> _Assigned task_:
When a line in the listing contains the string "overflow", pick it out and copy it.

> _Information supplied_:
Start of Block

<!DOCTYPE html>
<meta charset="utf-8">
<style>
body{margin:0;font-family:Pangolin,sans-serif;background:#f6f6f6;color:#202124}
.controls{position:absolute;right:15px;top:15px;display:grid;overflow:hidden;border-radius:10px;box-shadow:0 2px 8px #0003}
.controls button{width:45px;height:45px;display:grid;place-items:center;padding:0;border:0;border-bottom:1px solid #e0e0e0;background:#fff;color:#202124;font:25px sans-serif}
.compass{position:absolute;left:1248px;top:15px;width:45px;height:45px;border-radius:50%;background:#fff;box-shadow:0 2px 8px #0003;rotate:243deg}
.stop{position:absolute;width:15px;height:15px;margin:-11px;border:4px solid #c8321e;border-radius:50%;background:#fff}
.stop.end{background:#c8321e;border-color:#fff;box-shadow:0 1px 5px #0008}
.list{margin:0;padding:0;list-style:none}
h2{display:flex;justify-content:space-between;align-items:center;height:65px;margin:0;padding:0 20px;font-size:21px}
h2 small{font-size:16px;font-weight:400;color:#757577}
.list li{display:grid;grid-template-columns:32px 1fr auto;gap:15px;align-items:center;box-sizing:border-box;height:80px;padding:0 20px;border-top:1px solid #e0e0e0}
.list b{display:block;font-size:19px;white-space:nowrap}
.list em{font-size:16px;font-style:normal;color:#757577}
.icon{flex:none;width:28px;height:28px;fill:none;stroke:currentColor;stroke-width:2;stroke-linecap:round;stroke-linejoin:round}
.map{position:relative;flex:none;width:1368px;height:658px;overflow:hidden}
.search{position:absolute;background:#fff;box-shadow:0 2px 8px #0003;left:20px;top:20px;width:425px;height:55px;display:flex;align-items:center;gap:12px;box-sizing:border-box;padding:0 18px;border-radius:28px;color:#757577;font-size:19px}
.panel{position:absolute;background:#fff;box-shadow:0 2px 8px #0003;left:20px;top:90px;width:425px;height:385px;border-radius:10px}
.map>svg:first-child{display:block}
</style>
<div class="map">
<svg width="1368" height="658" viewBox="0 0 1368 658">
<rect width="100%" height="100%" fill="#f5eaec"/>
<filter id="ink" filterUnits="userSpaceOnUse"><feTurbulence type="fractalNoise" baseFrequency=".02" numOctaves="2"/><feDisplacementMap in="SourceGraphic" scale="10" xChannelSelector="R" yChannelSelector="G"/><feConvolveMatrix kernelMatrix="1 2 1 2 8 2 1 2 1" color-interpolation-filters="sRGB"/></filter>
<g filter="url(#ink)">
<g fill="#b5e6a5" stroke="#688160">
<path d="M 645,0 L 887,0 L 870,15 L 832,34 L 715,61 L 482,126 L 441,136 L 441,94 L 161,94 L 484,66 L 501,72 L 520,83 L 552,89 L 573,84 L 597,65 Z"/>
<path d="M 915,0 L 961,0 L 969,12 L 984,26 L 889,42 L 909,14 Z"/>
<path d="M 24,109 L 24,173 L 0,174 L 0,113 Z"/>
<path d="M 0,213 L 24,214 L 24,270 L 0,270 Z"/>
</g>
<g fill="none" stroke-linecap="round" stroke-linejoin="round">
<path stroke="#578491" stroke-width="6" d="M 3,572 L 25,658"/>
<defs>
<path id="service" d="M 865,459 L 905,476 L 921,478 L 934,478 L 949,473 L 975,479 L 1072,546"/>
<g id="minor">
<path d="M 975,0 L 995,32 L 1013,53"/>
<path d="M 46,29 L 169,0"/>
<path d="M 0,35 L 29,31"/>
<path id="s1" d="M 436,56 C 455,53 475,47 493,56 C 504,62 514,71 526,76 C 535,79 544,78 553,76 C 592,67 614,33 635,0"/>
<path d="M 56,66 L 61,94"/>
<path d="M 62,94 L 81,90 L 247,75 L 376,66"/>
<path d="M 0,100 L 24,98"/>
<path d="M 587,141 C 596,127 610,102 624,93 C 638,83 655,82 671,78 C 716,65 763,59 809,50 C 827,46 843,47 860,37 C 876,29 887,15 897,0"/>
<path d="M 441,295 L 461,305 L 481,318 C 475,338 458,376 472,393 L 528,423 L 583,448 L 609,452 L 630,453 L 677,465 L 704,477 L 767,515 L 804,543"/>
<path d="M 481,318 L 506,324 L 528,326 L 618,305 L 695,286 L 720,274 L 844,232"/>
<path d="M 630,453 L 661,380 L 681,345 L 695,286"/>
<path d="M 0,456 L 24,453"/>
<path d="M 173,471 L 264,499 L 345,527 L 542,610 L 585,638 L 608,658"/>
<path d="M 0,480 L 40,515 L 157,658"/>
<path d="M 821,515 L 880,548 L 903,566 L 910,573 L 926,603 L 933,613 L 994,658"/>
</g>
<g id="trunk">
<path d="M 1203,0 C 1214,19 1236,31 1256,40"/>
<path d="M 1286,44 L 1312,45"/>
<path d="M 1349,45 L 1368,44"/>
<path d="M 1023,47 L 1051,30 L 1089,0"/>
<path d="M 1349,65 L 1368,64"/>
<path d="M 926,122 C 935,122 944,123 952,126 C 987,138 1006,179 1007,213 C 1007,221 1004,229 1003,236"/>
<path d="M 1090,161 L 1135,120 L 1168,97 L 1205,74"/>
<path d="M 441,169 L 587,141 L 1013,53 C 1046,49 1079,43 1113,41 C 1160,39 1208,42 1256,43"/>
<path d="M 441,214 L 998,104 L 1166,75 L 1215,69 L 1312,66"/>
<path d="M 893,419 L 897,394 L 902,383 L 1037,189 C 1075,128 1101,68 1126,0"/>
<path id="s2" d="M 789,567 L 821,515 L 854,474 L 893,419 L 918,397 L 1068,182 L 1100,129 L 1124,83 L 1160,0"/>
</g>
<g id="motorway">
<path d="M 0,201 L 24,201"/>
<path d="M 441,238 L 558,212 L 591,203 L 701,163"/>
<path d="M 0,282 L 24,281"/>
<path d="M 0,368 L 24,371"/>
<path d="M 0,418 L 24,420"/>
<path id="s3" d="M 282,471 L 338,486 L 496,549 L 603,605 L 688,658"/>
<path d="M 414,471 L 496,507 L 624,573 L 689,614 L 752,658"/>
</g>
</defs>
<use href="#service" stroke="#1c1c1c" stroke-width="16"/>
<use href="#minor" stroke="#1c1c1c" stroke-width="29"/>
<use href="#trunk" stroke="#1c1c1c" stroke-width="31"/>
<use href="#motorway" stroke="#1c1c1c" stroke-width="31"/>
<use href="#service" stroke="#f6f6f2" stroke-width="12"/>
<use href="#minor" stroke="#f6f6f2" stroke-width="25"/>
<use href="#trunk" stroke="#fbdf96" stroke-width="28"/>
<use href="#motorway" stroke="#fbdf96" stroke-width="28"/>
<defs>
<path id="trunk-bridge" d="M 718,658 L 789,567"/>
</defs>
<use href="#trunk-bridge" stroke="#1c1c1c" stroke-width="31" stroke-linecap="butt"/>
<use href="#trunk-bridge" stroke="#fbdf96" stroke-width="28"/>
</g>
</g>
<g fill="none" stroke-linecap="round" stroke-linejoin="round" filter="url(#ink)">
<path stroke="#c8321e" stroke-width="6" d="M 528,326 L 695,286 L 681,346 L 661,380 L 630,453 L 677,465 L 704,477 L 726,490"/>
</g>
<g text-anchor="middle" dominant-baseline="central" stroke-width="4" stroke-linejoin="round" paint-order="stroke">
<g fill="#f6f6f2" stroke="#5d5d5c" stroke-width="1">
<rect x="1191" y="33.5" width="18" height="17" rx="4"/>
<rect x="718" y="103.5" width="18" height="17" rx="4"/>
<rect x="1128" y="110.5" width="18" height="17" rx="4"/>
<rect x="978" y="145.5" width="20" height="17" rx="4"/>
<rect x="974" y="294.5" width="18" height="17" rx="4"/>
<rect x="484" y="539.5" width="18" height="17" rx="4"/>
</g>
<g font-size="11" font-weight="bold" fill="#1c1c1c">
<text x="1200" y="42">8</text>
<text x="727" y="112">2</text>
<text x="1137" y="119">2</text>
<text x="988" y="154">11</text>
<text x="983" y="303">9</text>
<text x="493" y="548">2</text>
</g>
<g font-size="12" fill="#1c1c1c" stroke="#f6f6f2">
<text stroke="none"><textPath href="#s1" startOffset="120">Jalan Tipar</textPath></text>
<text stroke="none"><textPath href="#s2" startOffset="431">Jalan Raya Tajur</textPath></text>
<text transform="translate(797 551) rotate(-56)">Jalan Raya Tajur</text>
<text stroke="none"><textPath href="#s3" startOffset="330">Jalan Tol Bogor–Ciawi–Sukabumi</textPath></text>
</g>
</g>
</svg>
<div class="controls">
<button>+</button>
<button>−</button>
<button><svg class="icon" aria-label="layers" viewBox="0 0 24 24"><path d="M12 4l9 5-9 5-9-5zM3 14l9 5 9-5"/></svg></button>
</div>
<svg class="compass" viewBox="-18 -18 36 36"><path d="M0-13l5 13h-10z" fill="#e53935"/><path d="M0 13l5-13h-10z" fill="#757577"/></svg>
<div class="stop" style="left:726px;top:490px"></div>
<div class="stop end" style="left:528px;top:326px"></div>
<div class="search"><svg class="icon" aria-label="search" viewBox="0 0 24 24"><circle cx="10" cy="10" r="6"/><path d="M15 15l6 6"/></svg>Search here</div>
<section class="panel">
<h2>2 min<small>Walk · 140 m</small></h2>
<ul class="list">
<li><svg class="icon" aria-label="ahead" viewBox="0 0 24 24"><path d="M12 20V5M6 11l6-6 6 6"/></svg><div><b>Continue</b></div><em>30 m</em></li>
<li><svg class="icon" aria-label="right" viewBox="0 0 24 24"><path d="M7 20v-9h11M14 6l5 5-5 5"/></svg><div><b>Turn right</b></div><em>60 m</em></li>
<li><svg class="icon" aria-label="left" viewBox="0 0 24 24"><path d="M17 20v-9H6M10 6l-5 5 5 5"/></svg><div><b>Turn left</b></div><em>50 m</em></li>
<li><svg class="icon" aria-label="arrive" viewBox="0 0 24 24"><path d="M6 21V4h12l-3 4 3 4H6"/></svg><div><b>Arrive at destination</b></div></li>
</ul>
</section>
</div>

End of Block

> _Exercise output_:
.controls{position:absolute;right:15px;top:15px;display:grid;overflow:hidden;border-radius:10px;box-shadow:0 2px 8px #0003}
.map{position:relative;flex:none;width:1368px;height:658px;overflow:hidden}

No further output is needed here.